32. The drill bit of claim 31, wherein the selected position of each cutter
is selected by adjusting at least one variable selected from the group
consisting of back rake, side rake, profile angle, longitudinal position,
radial position and angular position to minimize a total lateral imbalance
force exerted on the drill bit during drilling.

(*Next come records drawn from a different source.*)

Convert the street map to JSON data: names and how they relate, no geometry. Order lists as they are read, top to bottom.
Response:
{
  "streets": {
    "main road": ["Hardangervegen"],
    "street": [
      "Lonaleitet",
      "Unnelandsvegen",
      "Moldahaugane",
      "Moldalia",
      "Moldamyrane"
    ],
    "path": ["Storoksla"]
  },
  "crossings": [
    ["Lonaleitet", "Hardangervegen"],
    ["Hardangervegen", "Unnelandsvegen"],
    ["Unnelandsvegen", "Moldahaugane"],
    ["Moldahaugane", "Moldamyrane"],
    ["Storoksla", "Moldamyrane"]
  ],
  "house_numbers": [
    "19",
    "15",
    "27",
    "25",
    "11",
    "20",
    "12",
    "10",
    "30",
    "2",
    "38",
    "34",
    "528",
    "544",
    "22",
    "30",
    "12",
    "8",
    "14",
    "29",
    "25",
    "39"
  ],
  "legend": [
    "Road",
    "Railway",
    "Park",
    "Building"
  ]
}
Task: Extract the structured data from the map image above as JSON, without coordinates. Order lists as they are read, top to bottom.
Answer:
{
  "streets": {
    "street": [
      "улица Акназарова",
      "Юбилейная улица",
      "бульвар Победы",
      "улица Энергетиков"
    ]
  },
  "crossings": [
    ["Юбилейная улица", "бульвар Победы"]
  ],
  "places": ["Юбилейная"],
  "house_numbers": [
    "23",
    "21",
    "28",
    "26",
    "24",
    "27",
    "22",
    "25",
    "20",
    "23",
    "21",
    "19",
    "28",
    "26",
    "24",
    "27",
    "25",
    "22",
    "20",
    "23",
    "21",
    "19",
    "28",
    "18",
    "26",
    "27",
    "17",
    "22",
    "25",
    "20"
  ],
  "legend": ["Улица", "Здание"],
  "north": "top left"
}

33. The drill bit of claim 24, wherein the cutter elements comprise
polycrystalline diamond compact inserts.
Description
CROSS-REFERENCE TO RELATED APPLICATIONS
Not applicable.
STATEMENT REGARDING FEDERALLY SPONSORED RESEARCH OR DEVELOPMENT
Not applicable.
BACKGROUND OF THE INVENTION
The present invention relates generally to PDC drill bits and more
particularly to PDC drill bits that are capable of cutting a borehole that
is larger than their own diameter. Still more particularly, the present
invention relates to a bi-center PDC bit in which the under-reaming
portion is positioned at the end of the bit so as to eliminate the torque
that would otherwise result.
Bits that are capable of cutting a borehole that is larger than their own
diameter have been known for some time. This capability was often
accomplished by using a bit that was truncated across a portion of its
circumference, so that the center point of the bit was laterally offset
from its axis of rotation. U.S. Pat. No. 2,953,354 discloses a bit of this
sort. However, early bits were all diamond bits, having hundreds of
natural diamonds on their cutting surfaces. These diamonds, while durable,
did not allow for aggressive cutting action. Thus, the amount of cutting
performed on each revolution of the bit was relatively small. Because
diamond bits do not aggressively engage the formation and because there is
no way to control the force with which any given diamond engages the
formation, it was not practical to stabilize diamond bits except by
providing them with a balanced or inherently stable body shape. Thus, the
amount of imbalance force that could be tolerated within a given bit was
small. More recently, few experimental polycrystalline diamond compact
(PDC) bits have attempted to incorporate an eccentricity. However, these
eccentric bits were modifications from existing designs and therefore were
not capable of handling the imbalance forces associated with
under-reaming. Accordingly, the amount of imbalance force that these bits
could tolerate was also small.
A bit having a body that is only slightly eccentric can be tolerated
because the mass of the bit body is sufficient to keep it drilling about
its intended rotational axis, i.e. drilling a hole slightly larger than
its pass-through diameter. The amount of offset or eccentricity that could
be used in a diamond bit was thus severely limited, as too much offset
would cause the bit to precess, or "whirl" in the hole.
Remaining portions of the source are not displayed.